Renato Ortiz – Creio que é necessário dizer, antes de mais nada, de que 68 estamos falando. A data é emblemática quando se refere ao Maio francês, mas sua extensão a outros contextos deve ser feita com uma certa prudência. O Brasil de 68 não é a França de 68. O espírito libertário que soprava partilhava alguns elementos comuns, mas ele era também distinto. Na França a revolta foi uma surpresa, uma espécie de “falha” geológica da sociedade capitalista, como se subitamente o seu solo desmoronasse. O 68 francês não foi programado, tampouco era um movimento programático. Ele tinha como alvo crítico qualquer tipo de programa ou ideologia, da Igreja ao Partido Comunista, da família ao liberalismo.
No Brasil, lutava-se contra a ditadura e o ideal socialista era uma utopia palpável, encarnada em partidos políticos que, em princípio, o implantariam. Na França lutava-se contra a noção de partido; no Brasil almejava-se a criação de novos partidos, desde que, claro, fossem revolucionários. Talvez fosse possível dizer que os movimentos, brasileiro e latino-americano, sintetizavam, de alguma forma, as aspirações políticas que floresceram ao longo do século XX. Maio de 68 marca provavelmente o início de uma outra época.
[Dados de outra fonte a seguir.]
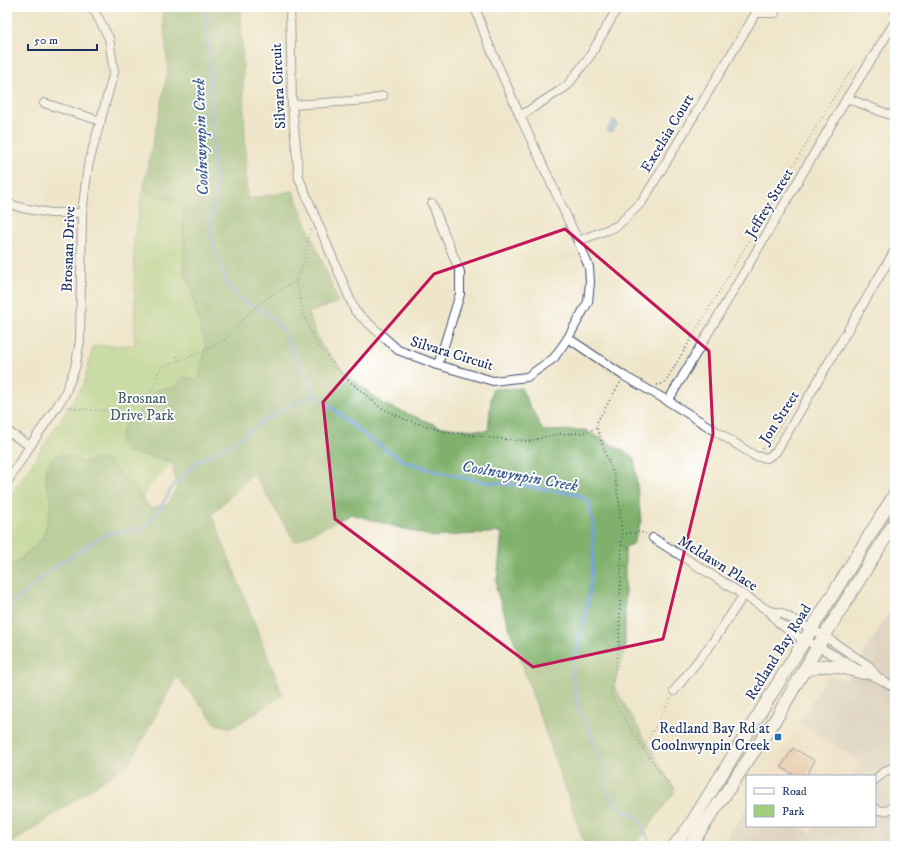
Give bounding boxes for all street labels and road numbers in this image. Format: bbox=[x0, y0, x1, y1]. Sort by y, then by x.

Quais das utopias do período ainda sobrevivem?
Renato Ortiz – Vou desdobrar a pergunta em duas dimensões: 1) quais as utopias que sobrevivem e 2) é possível uma utopia no mundo contemporâneo? A resposta varia em função do que estamos considerando. Os movimentos latino-americanos, cujos ideais eram o socialismo ou o comunismo, fazem parte de todo um processo que se inicia com a modernidade do século XIX. Ao longo do século XX ele se consolida e se expande – revolução russa, cubana, advento dos sociais-democratas na Europa etc. Este ideário da esquerda entrou em crise, embora não tenha desaparecido. Crise significa: não possui a mesma legitimidade que antes desfrutava. Não se deve esquecer que o século XX foi calcado num conjunto de experiências que muitas vezes se realizaram de maneira perversa – penso no stalinismo. Dizer, porém, que este ideário, mesmo em crise, permanece significa considerá-lo no interior de um outro contexto. Daí a indagação: “qual seria uma proposta socialista para o século XXI?”. Somos incapazes de dar uma resposta convincente para tal questão.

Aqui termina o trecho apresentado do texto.